Entries provided section start

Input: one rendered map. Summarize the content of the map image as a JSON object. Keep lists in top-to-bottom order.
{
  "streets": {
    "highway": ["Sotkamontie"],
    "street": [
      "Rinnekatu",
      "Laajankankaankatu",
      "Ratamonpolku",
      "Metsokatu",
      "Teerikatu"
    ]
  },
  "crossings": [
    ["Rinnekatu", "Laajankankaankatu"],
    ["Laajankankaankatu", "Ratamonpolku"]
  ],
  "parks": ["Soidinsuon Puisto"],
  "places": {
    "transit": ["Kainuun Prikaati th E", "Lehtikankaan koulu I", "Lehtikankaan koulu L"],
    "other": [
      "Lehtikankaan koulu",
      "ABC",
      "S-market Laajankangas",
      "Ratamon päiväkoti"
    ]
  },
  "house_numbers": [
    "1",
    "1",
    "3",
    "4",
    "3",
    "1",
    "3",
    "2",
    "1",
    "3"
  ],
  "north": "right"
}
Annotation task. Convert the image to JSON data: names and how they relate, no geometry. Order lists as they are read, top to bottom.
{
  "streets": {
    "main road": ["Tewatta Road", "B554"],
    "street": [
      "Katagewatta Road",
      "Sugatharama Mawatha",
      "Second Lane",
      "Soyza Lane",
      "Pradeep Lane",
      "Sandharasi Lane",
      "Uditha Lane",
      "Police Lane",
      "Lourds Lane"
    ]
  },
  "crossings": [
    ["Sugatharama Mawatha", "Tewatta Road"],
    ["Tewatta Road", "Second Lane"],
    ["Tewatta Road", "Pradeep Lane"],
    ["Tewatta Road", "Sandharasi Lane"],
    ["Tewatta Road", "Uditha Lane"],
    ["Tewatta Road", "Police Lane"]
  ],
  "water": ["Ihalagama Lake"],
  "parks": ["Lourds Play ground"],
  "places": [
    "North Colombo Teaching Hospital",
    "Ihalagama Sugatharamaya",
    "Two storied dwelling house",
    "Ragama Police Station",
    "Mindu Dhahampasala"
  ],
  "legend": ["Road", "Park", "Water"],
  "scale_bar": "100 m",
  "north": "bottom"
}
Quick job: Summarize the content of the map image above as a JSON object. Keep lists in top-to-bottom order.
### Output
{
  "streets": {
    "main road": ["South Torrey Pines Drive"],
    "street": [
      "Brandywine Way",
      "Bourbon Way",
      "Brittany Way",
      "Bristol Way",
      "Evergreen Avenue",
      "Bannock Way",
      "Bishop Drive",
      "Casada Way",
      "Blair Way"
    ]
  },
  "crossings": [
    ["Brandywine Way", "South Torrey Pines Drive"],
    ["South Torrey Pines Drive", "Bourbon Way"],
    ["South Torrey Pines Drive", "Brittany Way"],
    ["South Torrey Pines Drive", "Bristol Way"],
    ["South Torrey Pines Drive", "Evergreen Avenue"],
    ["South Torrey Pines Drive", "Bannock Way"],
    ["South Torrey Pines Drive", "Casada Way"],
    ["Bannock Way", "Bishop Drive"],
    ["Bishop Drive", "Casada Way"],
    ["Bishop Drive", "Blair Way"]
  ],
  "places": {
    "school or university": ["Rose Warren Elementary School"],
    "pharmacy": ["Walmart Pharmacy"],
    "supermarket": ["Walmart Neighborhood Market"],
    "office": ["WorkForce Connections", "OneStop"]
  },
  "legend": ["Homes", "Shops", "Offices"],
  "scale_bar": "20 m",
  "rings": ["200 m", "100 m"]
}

Entries provided section end

What to produce
Copy down the material exactly as written.

Output
Input: one rendered map. Summarize the content of the map image as a JSON object. Keep lists in top-to-bottom order.
{
  "streets": {
    "highway": ["Sotkamontie"],
    "street": [
      "Rinnekatu",
      "Laajankankaankatu",
      "Ratamonpolku",
      "Metsokatu",
      "Teerikatu"
    ]
  },
  "crossings": [
    ["Rinnekatu", "Laajankankaankatu"],
    ["Laajankankaankatu", "Ratamonpolku"]
  ],
  "parks": ["Soidinsuon Puisto"],
  "places": {
    "transit": ["Kainuun Prikaati th E", "Lehtikankaan koulu I", "Lehtikankaan koulu L"],
    "other": [
      "Lehtikankaan koulu",
      "ABC",
      "S-market Laajankangas",
      "Ratamon päiväkoti"
    ]
  },
  "house_numbers": [
    "1",
    "1",
    "3",
    "4",
    "3",
    "1",
    "3",
    "2",
    "1",
    "3"
  ],
  "north": "right"
}
Annotation task. Convert the image to JSON data: names and how they relate, no geometry. Order lists as they are read, top to bottom.
{
  "streets": {
    "main road": ["Tewatta Road", "B554"],
    "street": [
      "Katagewatta Road",
      "Sugatharama Mawatha",
      "Second Lane",
      "Soyza Lane",
      "Pradeep Lane",
      "Sandharasi Lane",
      "Uditha Lane",
      "Police Lane",
      "Lourds Lane"
    ]
  },
  "crossings": [
    ["Sugatharama Mawatha", "Tewatta Road"],
    ["Tewatta Road", "Second Lane"],
    ["Tewatta Road", "Pradeep Lane"],
    ["Tewatta Road", "Sandharasi Lane"],
    ["Tewatta Road", "Uditha Lane"],
    ["Tewatta Road", "Police Lane"]
  ],
  "water": ["Ihalagama Lake"],
  "parks": ["Lourds Play ground"],
  "places": [
    "North Colombo Teaching Hospital",
    "Ihalagama Sugatharamaya",
    "Two storied dwelling house",
    "Ragama Police Station",
    "Mindu Dhahampasala"
  ],
  "legend": ["Road", "Park", "Water"],
  "scale_bar": "100 m",
  "north": "bottom"
}
Quick job: Summarize the content of the map image above as a JSON object. Keep lists in top-to-bottom order.
### Output
{
  "streets": {
    "main road": ["South Torrey Pines Drive"],
    "street": [
      "Brandywine Way",
      "Bourbon Way",
      "Brittany Way",
      "Bristol Way",
      "Evergreen Avenue",
      "Bannock Way",
      "Bishop Drive",
      "Casada Way",
      "Blair Way"
    ]
  },
  "crossings": [
    ["Brandywine Way", "South Torrey Pines Drive"],
    ["South Torrey Pines Drive", "Bourbon Way"],
    ["South Torrey Pines Drive", "Brittany Way"],
    ["South Torrey Pines Drive", "Bristol Way"],
    ["South Torrey Pines Drive", "Evergreen Avenue"],
    ["South Torrey Pines Drive", "Bannock Way"],
    ["South Torrey Pines Drive", "Casada Way"],
    ["Bannock Way", "Bishop Drive"],
    ["Bishop Drive", "Casada Way"],
    ["Bishop Drive", "Blair Way"]
  ],
  "places": {
    "school or university": ["Rose Warren Elementary School"],
    "pharmacy": ["Walmart Pharmacy"],
    "supermarket": ["Walmart Neighborhood Market"],
    "office": ["WorkForce Connections", "OneStop"]
  },
  "legend": ["Homes", "Shops", "Offices"],
  "scale_bar": "20 m",
  "rings": ["200 m", "100 m"]
}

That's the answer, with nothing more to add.